++++ Dataset excerpts ++++
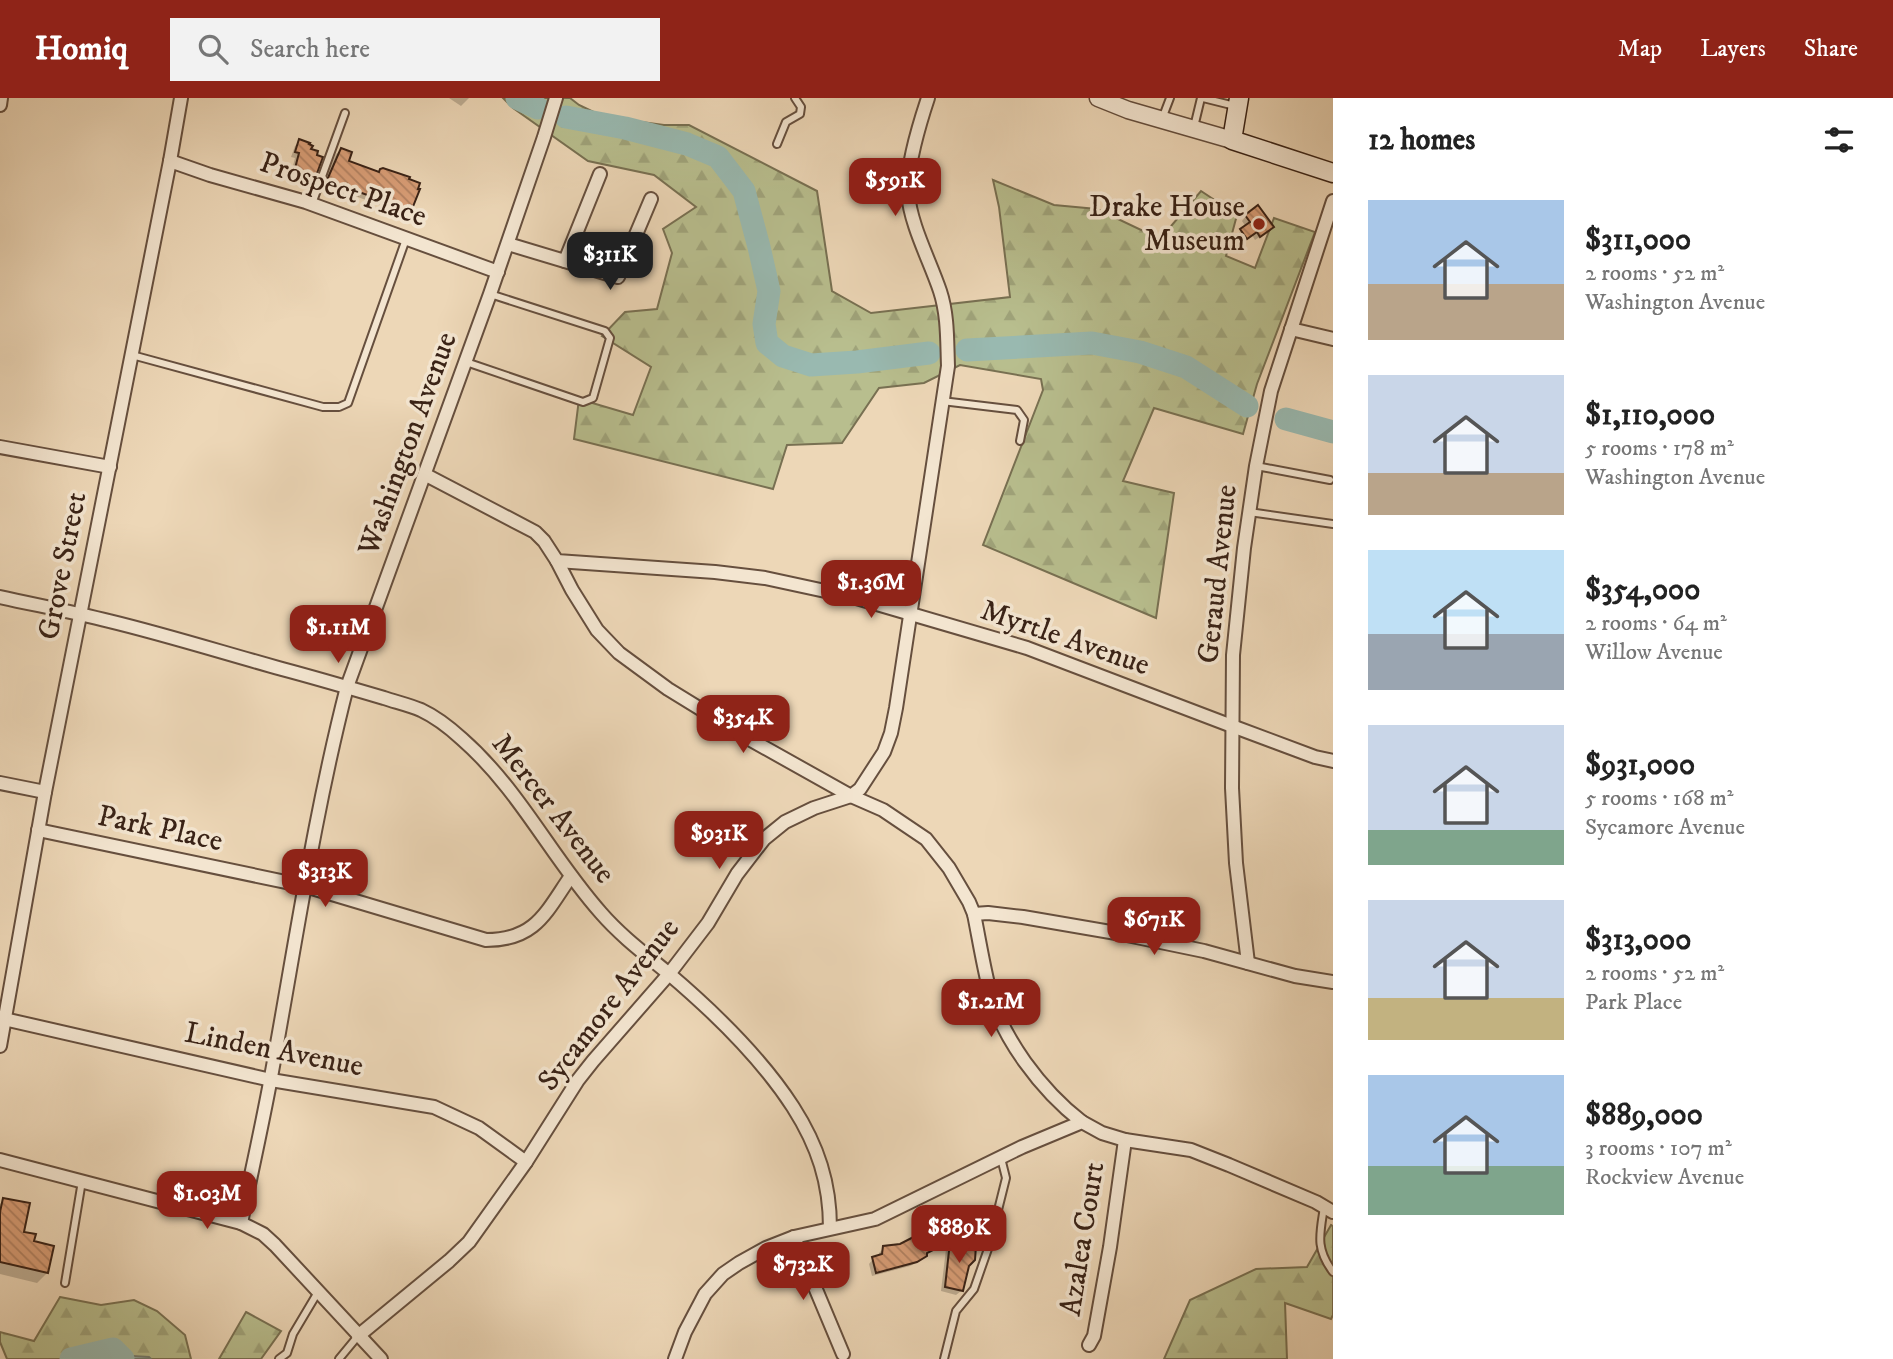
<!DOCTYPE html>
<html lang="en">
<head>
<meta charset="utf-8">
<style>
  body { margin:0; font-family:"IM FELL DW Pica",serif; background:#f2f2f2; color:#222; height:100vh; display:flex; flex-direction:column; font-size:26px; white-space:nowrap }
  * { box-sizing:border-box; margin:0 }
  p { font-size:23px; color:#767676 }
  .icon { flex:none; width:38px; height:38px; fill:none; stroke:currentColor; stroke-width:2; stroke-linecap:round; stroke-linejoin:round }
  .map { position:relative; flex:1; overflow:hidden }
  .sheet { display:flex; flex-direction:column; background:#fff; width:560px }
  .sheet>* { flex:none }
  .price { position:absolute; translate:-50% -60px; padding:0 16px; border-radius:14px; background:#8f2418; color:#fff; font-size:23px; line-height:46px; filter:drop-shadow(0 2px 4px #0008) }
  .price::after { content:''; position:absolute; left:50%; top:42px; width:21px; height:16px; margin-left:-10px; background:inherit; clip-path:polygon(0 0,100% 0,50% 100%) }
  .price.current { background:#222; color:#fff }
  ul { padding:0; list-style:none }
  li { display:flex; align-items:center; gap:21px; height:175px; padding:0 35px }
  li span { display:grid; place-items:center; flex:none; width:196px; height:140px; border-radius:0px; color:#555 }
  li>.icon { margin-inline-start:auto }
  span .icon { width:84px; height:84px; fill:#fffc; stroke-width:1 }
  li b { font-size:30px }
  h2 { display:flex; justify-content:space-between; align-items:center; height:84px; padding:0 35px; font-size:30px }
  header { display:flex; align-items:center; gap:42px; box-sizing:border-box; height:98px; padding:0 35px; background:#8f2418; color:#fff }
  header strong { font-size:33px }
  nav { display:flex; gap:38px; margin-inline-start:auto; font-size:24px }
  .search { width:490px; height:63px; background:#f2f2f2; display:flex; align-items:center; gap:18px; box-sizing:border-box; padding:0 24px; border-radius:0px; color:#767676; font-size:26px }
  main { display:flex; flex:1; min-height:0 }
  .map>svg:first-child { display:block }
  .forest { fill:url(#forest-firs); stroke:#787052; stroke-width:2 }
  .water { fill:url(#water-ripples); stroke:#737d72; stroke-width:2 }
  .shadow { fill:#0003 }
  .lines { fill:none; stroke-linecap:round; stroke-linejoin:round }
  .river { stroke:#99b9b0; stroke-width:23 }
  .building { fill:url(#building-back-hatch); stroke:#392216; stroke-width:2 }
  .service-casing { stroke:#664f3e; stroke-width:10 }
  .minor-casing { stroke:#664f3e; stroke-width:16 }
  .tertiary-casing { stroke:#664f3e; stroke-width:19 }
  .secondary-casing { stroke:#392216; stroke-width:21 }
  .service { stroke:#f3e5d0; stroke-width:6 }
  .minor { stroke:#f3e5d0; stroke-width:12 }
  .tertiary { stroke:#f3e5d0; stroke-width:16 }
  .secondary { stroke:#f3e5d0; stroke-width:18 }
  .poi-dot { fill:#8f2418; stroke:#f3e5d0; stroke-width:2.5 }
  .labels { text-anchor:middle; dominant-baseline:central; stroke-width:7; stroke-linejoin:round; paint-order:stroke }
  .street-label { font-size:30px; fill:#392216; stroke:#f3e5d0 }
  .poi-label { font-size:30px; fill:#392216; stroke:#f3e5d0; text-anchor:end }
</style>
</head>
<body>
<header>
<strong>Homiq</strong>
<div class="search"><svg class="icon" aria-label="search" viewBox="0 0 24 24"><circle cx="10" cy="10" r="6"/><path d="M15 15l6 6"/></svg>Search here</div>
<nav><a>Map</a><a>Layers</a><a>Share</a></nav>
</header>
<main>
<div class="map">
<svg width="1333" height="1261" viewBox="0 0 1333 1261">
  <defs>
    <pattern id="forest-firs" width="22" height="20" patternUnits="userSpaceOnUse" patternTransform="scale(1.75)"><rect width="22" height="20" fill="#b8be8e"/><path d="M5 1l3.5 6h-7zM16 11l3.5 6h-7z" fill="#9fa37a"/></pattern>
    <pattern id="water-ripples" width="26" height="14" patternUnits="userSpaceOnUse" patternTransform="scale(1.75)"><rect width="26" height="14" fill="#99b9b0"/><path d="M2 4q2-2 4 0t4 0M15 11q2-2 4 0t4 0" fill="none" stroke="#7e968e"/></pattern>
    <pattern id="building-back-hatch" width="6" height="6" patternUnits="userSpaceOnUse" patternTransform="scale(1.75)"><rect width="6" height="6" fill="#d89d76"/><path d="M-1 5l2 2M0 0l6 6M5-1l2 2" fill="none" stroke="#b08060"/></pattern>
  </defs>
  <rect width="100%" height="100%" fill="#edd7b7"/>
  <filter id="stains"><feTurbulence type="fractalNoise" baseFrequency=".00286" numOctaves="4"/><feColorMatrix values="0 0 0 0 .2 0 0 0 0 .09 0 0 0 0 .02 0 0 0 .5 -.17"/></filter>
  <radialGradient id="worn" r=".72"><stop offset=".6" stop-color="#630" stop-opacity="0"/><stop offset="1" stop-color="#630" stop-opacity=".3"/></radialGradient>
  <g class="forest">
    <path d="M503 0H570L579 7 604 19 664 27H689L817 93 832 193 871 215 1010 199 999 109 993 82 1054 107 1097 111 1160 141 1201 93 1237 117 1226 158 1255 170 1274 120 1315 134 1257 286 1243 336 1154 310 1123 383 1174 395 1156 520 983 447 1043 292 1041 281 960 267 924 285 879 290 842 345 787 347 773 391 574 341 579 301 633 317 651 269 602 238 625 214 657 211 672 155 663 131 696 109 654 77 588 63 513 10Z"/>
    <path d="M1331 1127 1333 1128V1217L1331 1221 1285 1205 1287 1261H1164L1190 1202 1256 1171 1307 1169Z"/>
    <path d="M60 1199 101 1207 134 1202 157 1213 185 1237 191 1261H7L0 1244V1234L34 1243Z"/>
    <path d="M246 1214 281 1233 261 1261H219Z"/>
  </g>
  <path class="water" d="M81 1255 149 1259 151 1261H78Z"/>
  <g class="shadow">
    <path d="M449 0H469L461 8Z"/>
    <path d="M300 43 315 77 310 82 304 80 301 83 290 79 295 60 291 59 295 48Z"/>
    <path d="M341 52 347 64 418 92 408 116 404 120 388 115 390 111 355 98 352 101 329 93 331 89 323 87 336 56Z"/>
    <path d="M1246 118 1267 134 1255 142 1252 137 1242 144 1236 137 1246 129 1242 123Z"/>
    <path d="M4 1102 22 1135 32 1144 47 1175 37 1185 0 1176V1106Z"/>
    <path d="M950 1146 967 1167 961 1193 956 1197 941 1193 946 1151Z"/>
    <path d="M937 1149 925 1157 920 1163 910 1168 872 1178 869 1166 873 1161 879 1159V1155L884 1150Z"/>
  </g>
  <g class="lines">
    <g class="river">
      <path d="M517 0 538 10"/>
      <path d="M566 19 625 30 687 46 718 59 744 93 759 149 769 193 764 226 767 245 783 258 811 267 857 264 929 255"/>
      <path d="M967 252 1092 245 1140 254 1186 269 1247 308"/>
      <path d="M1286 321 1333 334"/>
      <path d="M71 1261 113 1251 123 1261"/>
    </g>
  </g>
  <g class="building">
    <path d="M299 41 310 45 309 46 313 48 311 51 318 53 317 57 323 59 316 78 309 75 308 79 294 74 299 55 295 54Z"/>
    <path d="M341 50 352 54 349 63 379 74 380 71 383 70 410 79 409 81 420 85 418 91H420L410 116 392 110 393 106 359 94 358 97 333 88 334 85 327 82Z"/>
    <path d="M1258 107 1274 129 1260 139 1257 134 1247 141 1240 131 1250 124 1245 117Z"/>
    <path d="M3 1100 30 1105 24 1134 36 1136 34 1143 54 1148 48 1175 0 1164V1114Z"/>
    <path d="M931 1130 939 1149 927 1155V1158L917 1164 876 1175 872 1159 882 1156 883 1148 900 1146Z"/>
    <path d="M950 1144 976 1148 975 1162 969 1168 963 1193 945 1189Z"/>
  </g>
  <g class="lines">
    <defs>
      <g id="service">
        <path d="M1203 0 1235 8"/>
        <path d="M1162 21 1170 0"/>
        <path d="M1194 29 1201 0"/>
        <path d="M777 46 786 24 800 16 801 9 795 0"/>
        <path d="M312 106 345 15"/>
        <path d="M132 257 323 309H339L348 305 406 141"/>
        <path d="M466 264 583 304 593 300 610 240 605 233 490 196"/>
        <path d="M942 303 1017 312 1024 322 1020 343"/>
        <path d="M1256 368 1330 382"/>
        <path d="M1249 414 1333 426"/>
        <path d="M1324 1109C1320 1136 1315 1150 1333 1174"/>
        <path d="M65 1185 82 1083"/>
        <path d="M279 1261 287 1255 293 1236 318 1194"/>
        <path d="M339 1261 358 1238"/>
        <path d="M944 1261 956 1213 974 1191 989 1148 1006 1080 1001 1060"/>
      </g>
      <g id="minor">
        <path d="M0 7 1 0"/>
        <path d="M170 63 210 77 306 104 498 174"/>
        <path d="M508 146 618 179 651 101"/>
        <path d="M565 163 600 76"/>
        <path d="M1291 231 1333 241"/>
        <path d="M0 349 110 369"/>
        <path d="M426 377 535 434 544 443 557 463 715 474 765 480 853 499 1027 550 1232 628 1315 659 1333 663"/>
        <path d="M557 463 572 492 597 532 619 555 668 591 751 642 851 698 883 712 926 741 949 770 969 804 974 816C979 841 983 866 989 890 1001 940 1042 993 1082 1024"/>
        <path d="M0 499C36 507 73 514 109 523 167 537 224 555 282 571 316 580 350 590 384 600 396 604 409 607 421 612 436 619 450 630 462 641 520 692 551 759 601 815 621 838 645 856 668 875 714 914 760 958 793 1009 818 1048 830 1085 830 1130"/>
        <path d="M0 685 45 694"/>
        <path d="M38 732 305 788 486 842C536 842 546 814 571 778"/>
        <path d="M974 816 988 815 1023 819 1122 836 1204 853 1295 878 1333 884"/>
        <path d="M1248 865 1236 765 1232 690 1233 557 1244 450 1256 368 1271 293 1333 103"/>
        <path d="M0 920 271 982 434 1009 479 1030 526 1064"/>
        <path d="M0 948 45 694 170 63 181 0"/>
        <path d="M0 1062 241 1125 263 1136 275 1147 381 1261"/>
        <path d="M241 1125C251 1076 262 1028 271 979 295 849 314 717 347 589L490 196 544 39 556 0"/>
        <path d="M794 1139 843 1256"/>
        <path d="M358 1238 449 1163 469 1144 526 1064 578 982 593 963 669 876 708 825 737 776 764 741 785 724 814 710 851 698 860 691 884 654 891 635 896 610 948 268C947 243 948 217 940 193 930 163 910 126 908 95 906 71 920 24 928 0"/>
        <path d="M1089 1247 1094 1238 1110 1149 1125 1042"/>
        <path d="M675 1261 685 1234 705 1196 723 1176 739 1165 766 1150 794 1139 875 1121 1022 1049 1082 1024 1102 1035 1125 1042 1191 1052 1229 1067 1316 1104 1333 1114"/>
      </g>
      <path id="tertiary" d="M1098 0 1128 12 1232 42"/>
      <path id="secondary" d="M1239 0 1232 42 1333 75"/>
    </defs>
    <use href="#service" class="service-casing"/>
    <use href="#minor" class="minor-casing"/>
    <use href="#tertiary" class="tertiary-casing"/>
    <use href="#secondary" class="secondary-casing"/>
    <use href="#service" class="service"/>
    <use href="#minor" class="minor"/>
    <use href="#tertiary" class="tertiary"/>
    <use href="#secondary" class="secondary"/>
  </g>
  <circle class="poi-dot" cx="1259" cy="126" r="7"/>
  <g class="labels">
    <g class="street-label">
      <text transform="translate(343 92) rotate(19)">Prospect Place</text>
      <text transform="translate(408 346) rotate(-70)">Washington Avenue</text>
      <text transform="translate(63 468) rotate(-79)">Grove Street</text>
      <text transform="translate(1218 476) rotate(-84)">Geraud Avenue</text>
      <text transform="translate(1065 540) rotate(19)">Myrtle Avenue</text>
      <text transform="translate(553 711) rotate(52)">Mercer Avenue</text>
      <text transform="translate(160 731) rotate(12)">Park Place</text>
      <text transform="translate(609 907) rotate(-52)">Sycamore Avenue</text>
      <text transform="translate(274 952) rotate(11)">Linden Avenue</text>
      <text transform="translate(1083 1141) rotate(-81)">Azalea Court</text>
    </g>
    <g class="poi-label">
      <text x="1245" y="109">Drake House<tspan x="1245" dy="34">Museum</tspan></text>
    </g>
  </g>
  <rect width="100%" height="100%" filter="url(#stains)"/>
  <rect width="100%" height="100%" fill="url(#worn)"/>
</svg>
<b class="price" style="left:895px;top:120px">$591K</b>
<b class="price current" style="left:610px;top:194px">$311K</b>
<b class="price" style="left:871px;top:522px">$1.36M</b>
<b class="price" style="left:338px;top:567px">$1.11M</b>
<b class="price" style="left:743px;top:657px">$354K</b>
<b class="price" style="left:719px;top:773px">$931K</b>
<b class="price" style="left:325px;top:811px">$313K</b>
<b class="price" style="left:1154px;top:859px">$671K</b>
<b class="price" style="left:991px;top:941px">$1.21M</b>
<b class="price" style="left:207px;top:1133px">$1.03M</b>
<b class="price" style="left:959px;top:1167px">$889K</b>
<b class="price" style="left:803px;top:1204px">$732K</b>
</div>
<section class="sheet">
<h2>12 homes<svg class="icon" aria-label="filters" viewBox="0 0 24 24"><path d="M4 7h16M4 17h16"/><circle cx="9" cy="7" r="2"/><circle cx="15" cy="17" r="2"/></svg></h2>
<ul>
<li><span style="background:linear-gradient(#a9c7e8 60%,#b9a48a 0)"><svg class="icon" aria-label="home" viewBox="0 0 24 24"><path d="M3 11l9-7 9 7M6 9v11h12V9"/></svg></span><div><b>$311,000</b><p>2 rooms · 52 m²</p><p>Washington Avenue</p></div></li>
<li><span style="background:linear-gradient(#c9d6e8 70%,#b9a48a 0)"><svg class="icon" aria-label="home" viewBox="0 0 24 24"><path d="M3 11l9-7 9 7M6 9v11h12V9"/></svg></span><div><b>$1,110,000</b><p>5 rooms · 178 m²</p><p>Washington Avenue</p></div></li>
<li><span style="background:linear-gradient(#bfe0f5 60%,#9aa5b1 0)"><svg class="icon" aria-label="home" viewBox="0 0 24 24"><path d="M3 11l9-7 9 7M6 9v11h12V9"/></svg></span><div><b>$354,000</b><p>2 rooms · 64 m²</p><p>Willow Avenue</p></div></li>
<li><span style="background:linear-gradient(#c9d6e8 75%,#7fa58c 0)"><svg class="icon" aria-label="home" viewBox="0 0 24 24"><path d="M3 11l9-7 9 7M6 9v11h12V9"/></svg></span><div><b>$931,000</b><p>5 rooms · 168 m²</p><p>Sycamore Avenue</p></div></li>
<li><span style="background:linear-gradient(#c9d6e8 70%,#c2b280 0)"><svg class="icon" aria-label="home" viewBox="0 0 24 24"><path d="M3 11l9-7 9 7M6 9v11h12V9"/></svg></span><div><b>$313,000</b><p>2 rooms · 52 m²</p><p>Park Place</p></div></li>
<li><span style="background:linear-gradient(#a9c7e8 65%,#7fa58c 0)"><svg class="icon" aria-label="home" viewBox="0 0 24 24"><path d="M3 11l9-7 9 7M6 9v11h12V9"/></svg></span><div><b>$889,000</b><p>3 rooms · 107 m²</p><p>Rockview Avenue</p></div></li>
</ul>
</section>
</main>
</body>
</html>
++++
Extract each line from the entries above that contains the string "content".

*Solved exercise*:
  .price::after { content:''; position:absolute; left:50%; top:42px; width:21px; height:16px; margin-left:-10px; background:inherit; clip-path:polygon(0 0,100% 0,50% 100%) }
  h2 { display:flex; justify-content:space-between; align-items:center; height:84px; padding:0 35px; font-size:30px }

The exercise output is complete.